Information supplied =>
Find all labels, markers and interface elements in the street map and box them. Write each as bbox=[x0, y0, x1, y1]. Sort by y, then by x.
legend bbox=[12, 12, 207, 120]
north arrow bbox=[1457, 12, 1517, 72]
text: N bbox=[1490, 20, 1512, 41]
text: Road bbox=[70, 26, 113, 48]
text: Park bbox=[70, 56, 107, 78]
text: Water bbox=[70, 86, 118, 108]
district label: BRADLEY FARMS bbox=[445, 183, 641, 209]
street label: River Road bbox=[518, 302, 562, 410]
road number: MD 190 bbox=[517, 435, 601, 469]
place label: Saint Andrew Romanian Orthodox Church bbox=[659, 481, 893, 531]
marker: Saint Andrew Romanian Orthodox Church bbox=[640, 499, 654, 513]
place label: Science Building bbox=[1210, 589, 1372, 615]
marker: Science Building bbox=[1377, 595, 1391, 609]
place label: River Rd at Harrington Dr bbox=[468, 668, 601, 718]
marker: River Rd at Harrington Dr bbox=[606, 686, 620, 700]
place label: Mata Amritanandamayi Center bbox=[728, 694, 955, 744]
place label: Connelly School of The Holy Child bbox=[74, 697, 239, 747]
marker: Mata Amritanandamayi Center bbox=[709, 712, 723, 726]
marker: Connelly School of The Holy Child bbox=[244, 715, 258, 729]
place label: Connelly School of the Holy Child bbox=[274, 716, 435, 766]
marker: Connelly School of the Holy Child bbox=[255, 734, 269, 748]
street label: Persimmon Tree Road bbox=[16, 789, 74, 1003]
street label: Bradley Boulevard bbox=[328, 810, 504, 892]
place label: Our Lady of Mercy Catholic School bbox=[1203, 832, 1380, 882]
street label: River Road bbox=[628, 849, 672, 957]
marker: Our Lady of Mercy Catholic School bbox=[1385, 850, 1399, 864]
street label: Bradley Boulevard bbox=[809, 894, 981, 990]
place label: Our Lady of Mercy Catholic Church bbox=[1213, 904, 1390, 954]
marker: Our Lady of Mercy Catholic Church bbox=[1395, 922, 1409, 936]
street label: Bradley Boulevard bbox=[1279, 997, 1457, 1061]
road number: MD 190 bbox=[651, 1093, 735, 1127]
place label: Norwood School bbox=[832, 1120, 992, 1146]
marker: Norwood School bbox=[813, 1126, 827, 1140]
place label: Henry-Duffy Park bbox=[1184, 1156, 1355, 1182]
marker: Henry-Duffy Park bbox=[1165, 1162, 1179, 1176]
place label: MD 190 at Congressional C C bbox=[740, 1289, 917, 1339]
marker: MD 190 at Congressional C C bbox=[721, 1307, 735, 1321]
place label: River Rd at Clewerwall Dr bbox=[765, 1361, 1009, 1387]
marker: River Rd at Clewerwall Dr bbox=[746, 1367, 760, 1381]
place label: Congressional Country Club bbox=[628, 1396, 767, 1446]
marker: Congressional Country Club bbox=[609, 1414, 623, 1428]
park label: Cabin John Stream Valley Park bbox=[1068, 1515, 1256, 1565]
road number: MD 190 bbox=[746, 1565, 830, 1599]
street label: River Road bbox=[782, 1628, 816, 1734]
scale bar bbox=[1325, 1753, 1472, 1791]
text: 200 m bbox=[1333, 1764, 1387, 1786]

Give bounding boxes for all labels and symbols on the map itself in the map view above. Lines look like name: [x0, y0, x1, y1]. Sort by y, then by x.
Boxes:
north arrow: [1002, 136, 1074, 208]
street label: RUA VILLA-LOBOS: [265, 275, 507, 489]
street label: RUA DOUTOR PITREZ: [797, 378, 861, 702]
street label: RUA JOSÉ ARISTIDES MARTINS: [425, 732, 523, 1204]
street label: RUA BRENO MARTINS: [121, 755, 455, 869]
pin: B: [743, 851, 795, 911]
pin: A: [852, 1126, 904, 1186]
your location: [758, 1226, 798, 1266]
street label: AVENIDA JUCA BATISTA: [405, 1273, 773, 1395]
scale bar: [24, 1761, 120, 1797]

Your task => Repeat each record word for word.

Result of this exercise =>
Find all labels, markers and interface elements in the street map and box them. Write each as bbox=[x0, y0, x1, y1]. Sort by y, then by x.
legend bbox=[12, 12, 207, 120]
north arrow bbox=[1457, 12, 1517, 72]
text: N bbox=[1490, 20, 1512, 41]
text: Road bbox=[70, 26, 113, 48]
text: Park bbox=[70, 56, 107, 78]
text: Water bbox=[70, 86, 118, 108]
district label: BRADLEY FARMS bbox=[445, 183, 641, 209]
street label: River Road bbox=[518, 302, 562, 410]
road number: MD 190 bbox=[517, 435, 601, 469]
place label: Saint Andrew Romanian Orthodox Church bbox=[659, 481, 893, 531]
marker: Saint Andrew Romanian Orthodox Church bbox=[640, 499, 654, 513]
place label: Science Building bbox=[1210, 589, 1372, 615]
marker: Science Building bbox=[1377, 595, 1391, 609]
place label: River Rd at Harrington Dr bbox=[468, 668, 601, 718]
marker: River Rd at Harrington Dr bbox=[606, 686, 620, 700]
place label: Mata Amritanandamayi Center bbox=[728, 694, 955, 744]
place label: Connelly School of The Holy Child bbox=[74, 697, 239, 747]
marker: Mata Amritanandamayi Center bbox=[709, 712, 723, 726]
marker: Connelly School of The Holy Child bbox=[244, 715, 258, 729]
place label: Connelly School of the Holy Child bbox=[274, 716, 435, 766]
marker: Connelly School of the Holy Child bbox=[255, 734, 269, 748]
street label: Persimmon Tree Road bbox=[16, 789, 74, 1003]
street label: Bradley Boulevard bbox=[328, 810, 504, 892]
place label: Our Lady of Mercy Catholic School bbox=[1203, 832, 1380, 882]
street label: River Road bbox=[628, 849, 672, 957]
marker: Our Lady of Mercy Catholic School bbox=[1385, 850, 1399, 864]
street label: Bradley Boulevard bbox=[809, 894, 981, 990]
place label: Our Lady of Mercy Catholic Church bbox=[1213, 904, 1390, 954]
marker: Our Lady of Mercy Catholic Church bbox=[1395, 922, 1409, 936]
street label: Bradley Boulevard bbox=[1279, 997, 1457, 1061]
road number: MD 190 bbox=[651, 1093, 735, 1127]
place label: Norwood School bbox=[832, 1120, 992, 1146]
marker: Norwood School bbox=[813, 1126, 827, 1140]
place label: Henry-Duffy Park bbox=[1184, 1156, 1355, 1182]
marker: Henry-Duffy Park bbox=[1165, 1162, 1179, 1176]
place label: MD 190 at Congressional C C bbox=[740, 1289, 917, 1339]
marker: MD 190 at Congressional C C bbox=[721, 1307, 735, 1321]
place label: River Rd at Clewerwall Dr bbox=[765, 1361, 1009, 1387]
marker: River Rd at Clewerwall Dr bbox=[746, 1367, 760, 1381]
place label: Congressional Country Club bbox=[628, 1396, 767, 1446]
marker: Congressional Country Club bbox=[609, 1414, 623, 1428]
park label: Cabin John Stream Valley Park bbox=[1068, 1515, 1256, 1565]
road number: MD 190 bbox=[746, 1565, 830, 1599]
street label: River Road bbox=[782, 1628, 816, 1734]
scale bar bbox=[1325, 1753, 1472, 1791]
text: 200 m bbox=[1333, 1764, 1387, 1786]

Give bounding boxes for all labels and symbols on the map itself in the map view above. Lines look like name: [x0, y0, x1, y1]. Sort by y, then by x.
Boxes:
north arrow: [1002, 136, 1074, 208]
street label: RUA VILLA-LOBOS: [265, 275, 507, 489]
street label: RUA DOUTOR PITREZ: [797, 378, 861, 702]
street label: RUA JOSÉ ARISTIDES MARTINS: [425, 732, 523, 1204]
street label: RUA BRENO MARTINS: [121, 755, 455, 869]
pin: B: [743, 851, 795, 911]
pin: A: [852, 1126, 904, 1186]
your location: [758, 1226, 798, 1266]
street label: AVENIDA JUCA BATISTA: [405, 1273, 773, 1395]
scale bar: [24, 1761, 120, 1797]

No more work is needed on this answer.